Les émeutes de Stonewall le 28 juin 1969, aussi considérées comme la première Pride, montrent toute l’importance de la communauté trans latinos et afro-américaines dans la lutte pour les droits LGBT+ puisque les visages que l’histoire retient de cet évènement sont ceux de Marsha P. Johnson et Sylvia Rivera, toutes deux grandes figures de la scène drag queen de l’époque.

Petit point vocabulaire

Personne cisgenre : son genre attribué à la naissance correspond à son genre ressenti Personne transgenre : son genre attribué à la naissance ne correspond pas à celui ressenti. Ainsi une femme transgenre est née dans un corps masculin, un homme transgenre dans un corps féminin. Les personnes non-binaires (qui ne s’identifient pas à une identité de genre précise -homme ou femme-) sont également transgenres puisque leur genre assigné à la naissance ne correspond pas à leur véritable genre.

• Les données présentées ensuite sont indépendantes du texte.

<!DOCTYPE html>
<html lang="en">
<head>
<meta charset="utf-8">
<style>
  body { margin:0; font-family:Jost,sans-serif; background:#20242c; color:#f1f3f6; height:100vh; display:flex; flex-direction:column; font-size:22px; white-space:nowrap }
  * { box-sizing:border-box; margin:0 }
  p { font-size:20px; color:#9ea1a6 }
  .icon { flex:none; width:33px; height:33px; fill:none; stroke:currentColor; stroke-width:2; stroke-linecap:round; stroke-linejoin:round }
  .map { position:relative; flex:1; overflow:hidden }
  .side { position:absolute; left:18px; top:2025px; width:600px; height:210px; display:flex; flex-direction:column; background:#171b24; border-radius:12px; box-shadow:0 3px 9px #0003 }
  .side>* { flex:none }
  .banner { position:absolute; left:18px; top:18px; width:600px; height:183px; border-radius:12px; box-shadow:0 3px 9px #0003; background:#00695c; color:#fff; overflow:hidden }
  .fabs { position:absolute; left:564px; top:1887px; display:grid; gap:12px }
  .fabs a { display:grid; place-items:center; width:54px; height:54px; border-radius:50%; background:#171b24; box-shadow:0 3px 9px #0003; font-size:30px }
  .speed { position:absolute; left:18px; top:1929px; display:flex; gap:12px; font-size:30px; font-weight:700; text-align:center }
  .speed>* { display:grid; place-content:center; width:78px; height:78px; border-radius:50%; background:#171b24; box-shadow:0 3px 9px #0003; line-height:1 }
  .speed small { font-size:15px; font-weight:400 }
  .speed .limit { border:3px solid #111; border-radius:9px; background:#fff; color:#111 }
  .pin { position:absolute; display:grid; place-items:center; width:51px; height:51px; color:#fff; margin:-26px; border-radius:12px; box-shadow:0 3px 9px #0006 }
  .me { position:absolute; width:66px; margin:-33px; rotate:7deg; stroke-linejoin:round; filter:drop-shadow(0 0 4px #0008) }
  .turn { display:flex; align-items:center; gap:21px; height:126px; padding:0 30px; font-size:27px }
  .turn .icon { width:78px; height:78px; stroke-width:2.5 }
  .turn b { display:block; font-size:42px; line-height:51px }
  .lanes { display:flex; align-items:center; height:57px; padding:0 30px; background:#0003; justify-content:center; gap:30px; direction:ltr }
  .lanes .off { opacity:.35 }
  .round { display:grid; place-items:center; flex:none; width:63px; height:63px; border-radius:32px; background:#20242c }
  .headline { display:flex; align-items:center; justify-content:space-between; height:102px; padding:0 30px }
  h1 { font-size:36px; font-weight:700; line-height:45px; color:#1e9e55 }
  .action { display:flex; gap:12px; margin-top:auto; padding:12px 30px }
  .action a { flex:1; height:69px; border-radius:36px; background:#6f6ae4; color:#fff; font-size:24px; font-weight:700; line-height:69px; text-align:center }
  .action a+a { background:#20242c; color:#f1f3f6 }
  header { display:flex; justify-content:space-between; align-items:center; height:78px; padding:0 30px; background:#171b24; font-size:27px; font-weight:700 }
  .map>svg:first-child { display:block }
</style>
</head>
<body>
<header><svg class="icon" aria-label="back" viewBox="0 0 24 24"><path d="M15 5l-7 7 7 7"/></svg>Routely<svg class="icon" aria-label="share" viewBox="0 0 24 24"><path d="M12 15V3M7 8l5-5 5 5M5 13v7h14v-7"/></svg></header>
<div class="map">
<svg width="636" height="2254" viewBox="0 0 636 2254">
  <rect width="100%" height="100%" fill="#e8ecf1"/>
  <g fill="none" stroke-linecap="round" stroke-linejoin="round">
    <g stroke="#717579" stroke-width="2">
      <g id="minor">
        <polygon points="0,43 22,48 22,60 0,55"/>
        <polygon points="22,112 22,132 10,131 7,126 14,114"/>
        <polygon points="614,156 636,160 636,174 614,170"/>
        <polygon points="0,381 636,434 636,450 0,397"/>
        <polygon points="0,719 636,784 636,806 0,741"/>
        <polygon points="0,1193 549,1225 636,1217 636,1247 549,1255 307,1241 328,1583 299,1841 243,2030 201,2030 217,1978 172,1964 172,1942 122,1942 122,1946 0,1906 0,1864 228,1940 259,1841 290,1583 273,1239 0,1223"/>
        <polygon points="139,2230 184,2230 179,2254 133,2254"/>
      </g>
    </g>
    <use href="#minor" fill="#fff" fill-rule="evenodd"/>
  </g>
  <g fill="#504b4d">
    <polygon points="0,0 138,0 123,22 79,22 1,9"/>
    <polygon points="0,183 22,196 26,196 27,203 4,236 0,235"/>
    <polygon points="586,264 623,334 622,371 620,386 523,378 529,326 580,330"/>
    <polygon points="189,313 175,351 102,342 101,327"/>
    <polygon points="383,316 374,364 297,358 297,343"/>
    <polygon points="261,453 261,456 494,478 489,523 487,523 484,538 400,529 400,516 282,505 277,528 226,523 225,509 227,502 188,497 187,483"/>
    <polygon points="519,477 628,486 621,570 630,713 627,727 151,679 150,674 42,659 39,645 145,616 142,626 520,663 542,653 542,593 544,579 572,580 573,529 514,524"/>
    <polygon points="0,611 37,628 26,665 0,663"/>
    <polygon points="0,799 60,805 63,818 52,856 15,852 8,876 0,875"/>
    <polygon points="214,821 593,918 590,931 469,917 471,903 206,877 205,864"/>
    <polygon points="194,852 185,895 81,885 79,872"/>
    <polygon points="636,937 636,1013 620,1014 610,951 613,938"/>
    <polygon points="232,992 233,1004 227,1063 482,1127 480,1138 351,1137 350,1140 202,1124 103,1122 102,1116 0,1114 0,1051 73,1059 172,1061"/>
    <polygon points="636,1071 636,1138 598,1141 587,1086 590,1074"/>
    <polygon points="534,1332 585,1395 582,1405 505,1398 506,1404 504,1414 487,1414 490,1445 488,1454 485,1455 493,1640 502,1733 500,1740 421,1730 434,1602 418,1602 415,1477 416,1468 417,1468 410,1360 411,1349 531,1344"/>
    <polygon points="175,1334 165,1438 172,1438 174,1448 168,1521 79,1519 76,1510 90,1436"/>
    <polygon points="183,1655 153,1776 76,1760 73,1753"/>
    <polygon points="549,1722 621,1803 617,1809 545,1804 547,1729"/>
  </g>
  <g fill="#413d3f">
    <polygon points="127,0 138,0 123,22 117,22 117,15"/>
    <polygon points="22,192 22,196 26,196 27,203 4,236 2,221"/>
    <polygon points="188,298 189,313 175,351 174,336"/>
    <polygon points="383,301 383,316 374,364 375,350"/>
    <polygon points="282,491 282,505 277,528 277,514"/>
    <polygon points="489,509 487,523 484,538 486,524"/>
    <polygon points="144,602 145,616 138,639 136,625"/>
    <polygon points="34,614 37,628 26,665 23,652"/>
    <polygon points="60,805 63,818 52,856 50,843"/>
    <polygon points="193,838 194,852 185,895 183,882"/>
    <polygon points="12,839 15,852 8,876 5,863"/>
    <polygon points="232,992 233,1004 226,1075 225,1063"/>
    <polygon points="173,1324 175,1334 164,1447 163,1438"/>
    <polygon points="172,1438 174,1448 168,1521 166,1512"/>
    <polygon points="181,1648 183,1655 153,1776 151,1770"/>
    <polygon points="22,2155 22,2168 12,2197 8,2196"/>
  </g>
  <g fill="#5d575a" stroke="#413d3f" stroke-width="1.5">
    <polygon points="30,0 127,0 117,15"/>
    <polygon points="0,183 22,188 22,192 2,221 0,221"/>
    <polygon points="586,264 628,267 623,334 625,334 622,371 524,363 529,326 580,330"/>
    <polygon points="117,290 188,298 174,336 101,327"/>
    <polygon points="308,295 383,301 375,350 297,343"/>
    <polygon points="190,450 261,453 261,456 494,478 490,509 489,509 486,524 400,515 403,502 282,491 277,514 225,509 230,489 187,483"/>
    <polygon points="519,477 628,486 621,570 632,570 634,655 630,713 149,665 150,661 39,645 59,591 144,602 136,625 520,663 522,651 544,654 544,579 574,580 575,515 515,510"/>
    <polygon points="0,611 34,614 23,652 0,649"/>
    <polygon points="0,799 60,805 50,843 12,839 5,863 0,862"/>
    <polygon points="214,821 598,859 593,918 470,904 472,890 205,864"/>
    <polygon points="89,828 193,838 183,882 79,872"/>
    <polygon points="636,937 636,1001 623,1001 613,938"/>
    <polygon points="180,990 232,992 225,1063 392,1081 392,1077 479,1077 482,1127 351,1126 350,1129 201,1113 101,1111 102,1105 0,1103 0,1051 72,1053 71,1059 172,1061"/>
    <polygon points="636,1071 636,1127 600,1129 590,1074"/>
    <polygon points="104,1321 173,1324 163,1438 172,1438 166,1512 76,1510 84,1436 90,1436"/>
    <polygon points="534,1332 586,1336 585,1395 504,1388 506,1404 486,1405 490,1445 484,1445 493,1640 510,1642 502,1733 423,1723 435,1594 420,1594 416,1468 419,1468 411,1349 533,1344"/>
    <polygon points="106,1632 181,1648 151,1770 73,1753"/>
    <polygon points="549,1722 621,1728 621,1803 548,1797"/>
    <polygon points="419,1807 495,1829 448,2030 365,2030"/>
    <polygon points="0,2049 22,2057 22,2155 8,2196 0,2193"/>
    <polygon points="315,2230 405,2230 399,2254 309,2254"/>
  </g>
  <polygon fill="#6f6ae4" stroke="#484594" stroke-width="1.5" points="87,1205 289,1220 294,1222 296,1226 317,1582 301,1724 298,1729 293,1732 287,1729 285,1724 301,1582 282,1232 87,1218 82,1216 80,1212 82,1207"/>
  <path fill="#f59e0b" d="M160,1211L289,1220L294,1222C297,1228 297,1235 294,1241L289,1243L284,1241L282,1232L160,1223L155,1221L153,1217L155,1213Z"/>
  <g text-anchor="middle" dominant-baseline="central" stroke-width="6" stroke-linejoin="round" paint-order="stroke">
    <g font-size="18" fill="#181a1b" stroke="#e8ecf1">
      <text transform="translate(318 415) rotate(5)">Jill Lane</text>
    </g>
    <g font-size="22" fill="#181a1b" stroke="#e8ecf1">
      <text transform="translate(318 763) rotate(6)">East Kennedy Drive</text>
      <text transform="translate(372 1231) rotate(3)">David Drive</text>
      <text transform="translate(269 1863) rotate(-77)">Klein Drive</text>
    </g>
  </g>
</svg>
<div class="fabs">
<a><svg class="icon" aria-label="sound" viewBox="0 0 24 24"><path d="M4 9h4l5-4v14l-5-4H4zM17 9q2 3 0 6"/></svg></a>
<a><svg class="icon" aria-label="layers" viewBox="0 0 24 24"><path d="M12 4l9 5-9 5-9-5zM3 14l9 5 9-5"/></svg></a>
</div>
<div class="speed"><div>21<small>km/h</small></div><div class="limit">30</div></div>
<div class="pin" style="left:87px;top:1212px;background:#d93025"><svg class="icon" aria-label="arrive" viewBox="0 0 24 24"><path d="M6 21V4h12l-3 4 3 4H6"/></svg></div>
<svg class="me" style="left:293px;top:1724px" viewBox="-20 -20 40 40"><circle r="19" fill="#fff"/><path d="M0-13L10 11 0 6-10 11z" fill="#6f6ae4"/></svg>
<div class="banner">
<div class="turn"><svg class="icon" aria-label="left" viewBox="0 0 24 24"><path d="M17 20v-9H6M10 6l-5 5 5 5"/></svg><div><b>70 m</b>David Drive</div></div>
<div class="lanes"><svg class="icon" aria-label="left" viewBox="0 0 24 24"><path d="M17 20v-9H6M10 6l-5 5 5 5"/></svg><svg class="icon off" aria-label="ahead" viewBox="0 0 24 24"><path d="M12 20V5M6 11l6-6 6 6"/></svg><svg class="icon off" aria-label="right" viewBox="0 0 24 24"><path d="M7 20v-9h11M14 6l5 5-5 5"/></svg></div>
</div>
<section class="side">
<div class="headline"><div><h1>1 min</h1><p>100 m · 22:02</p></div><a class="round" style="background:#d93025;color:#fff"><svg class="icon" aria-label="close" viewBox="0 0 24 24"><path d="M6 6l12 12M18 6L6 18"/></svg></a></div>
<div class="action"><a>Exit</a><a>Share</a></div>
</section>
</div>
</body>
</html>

NB: ce terme transsexuel n’est plus utilisé car il renvoie à l’idée de maladie mentale. Queer: à l’origine il s’agit d’une insulte (étrange, bizarre) mais la communauté LGBT+ s’est réappropriée le terme et il sert désormais de mot parapluie pour englober l’ensemble des minorités de genres et d’orientations sexuelles. Pride ou marche des fiertés: remplace le terme gay pride afin d’offrir plus de visibilité aux autres membres de la communauté LGBT+.